**About this task:** Print each line below verbatim, skipping every picture.

**Data excerpt:**
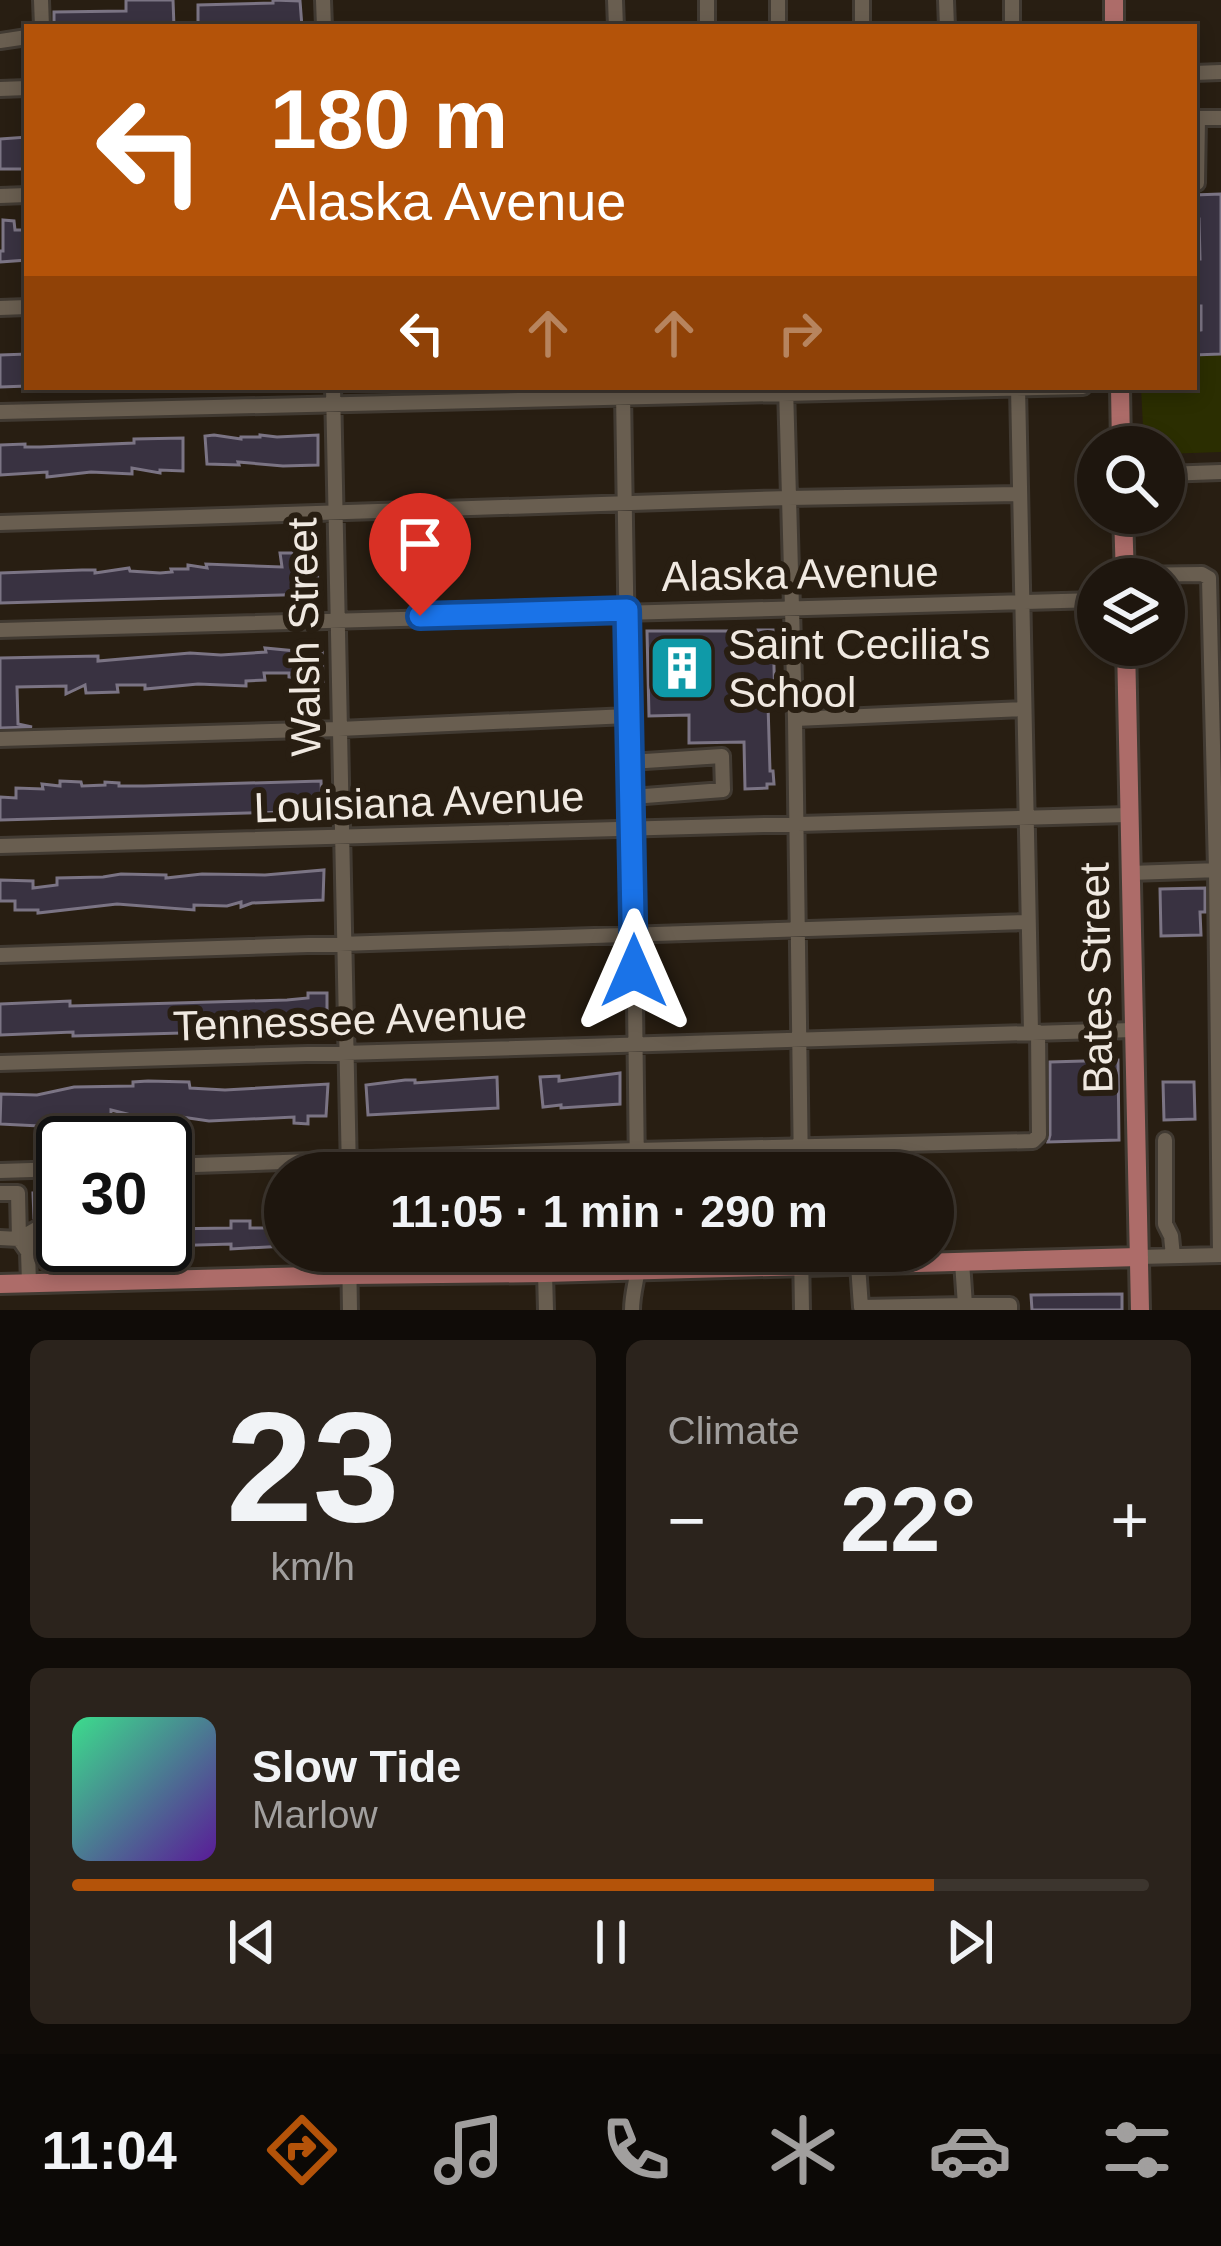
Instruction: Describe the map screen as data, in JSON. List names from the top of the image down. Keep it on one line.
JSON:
{"streets":{"main road":["Bates Street"],"street":["Alaska Avenue","Walsh Street","Louisiana Avenue","Tennessee Avenue"]},"crossings":[["Alaska Avenue","Walsh Street"],["Walsh Street","Louisiana Avenue"],["Walsh Street","Tennessee Avenue"],["Louisiana Avenue","Bates Street"],["Bates Street","Tennessee Avenue"]],"places":{"building":["Saint Cecilia's School"]},"page":{"turn":["180 m","Alaska Avenue"],"limit":"30","trip":"11:05 · 1 min · 290 m","tile":[["23","km/h"],"Climate"],"heat":["−","22°","+"],"song":["Slow Tide","Marlow"],"tabs":"11:04"}}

**Response:**
Instruction: Describe the map screen as data, in JSON. List names from the top of the image down. Keep it on one line.
JSON:
{"streets":{"main road":["Bates Street"],"street":["Alaska Avenue","Walsh Street","Louisiana Avenue","Tennessee Avenue"]},"crossings":[["Alaska Avenue","Walsh Street"],["Walsh Street","Louisiana Avenue"],["Walsh Street","Tennessee Avenue"],["Louisiana Avenue","Bates Street"],["Bates Street","Tennessee Avenue"]],"places":{"building":["Saint Cecilia's School"]},"page":{"turn":["180 m","Alaska Avenue"],"limit":"30","trip":"11:05 · 1 min · 290 m","tile":[["23","km/h"],"Climate"],"heat":["−","22°","+"],"song":["Slow Tide","Marlow"],"tabs":"11:04"}}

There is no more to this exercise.